SUPERIOR COURT OF NEW JERSEY
APPELLATE DIVISION
DOCKET NO. A-1917-99T2
SONOCO PRODUCTS COMPANY, INC.
Plaintiff,
and
LEXINGTON INSURANCE COMPANY,
Plaintiff/Intervenor
Appellant,
v.
THE FIRE & CASUALTY INSURANCE
COMPANY OF CONNECTICUT,
Defendant,
and
UNITED STATES FIRE INSURANCE
COMPANY,
Defendant/Third Party
Plaintiff-Respondent,
v.
HOME INSURANCE COMPANY,
Third Party Defendant.
___________________________________
Argued: February 20, 2001 Decided: March 8, 2001
Before Judges Petrella, Newman and Braithwaite.
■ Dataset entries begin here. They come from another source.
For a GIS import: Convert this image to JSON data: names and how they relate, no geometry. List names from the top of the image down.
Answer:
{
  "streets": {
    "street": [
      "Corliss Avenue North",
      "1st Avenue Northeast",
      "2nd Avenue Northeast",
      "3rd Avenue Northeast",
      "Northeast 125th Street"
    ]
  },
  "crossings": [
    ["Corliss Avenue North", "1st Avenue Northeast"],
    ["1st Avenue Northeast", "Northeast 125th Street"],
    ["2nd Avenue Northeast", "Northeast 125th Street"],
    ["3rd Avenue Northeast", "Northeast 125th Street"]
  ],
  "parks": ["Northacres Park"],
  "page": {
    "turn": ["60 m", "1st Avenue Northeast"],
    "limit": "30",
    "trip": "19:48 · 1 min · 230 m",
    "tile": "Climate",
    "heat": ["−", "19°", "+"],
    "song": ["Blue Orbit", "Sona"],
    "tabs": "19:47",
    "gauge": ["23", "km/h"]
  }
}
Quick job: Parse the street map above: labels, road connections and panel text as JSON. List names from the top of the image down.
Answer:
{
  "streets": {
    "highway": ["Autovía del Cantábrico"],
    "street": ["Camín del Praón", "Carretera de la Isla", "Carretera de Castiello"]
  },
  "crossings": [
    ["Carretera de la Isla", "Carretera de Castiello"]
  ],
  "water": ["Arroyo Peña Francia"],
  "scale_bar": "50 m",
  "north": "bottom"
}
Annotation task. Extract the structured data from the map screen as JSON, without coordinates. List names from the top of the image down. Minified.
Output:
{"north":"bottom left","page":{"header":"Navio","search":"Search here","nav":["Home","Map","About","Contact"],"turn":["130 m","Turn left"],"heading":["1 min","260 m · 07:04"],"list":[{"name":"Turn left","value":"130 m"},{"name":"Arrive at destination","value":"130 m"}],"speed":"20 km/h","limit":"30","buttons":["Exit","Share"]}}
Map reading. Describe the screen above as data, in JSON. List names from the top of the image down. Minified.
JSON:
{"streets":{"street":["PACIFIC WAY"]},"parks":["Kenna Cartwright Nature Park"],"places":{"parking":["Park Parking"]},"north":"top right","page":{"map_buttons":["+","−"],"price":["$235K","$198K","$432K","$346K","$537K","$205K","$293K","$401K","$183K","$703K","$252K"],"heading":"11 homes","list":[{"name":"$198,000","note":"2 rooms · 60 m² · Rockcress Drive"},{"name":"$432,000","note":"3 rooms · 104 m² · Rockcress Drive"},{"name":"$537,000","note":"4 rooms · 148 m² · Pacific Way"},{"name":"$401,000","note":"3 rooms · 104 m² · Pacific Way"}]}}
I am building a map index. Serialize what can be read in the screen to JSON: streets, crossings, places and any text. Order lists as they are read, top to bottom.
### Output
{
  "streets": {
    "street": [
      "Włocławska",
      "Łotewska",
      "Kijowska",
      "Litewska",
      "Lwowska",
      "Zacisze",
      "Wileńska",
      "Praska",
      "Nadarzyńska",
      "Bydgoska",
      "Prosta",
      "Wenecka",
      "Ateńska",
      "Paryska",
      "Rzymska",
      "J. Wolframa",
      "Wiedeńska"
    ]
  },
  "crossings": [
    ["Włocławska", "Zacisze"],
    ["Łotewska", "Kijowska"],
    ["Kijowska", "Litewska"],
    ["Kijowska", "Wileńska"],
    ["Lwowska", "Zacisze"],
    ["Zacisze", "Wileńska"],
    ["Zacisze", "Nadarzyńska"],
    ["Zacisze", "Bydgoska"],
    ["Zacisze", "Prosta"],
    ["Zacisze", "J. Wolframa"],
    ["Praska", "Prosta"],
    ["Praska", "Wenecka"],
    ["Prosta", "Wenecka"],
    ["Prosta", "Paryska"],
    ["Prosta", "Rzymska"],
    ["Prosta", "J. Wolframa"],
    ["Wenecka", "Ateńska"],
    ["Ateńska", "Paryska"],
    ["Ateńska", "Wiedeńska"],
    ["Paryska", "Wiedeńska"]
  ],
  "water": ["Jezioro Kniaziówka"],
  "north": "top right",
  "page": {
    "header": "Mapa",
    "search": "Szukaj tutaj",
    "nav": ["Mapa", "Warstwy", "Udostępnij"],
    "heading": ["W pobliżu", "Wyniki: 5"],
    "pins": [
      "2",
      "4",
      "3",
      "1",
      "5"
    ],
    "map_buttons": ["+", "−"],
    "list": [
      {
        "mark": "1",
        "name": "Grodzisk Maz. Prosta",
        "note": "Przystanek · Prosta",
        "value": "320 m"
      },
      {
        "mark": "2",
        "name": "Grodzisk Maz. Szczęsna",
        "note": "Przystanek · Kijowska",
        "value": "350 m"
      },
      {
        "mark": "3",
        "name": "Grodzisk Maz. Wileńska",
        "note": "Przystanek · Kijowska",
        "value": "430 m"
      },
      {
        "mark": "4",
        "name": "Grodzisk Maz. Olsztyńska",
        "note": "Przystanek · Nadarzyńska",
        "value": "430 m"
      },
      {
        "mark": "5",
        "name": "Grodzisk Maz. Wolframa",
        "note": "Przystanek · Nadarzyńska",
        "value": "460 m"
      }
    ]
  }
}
On appeal from the Superior Court of New
Jersey, Law Division, Middlesex County,
L-12043-97.
Vincent J. Velardo argued the cause for
plaintiff/intervenor-appellant (Velardo &
Velardo, attorneys; Mr. Velardo, on the
brief).
Janet L. Poletto argued the cause for
defendant/third party plaintiff-respondent
(Hardin, Kundla, McKeon, Poletto & Polifroni,
attorneys; Ms. Poletto, of counsel and on the
brief).
The opinion of the court was delivered by
NEWMAN, J.A.D.
This appeal involves a dispute as to primacy and
apportionment of coverage between two umbrella carriers, U.S.
Fire Insurance Company ("U.S. Fire") and Lexington Insurance
Company ("Lexington"). The insurance coverage dispute arises out
of an accident that occurred on November 15, 1993 at Ball-In-Con
Glass Packaging Corp. in Carteret, New Jersey, in which Ramon
Perez ("Perez"), an employee of Ball-In-Con, sustained a
paralyzing injury while driving a forklift in the process of
unloading pallets from a tractor trailer. The tractor trailer
was owned and operated by Blue Diamond Company ("Blue Diamond").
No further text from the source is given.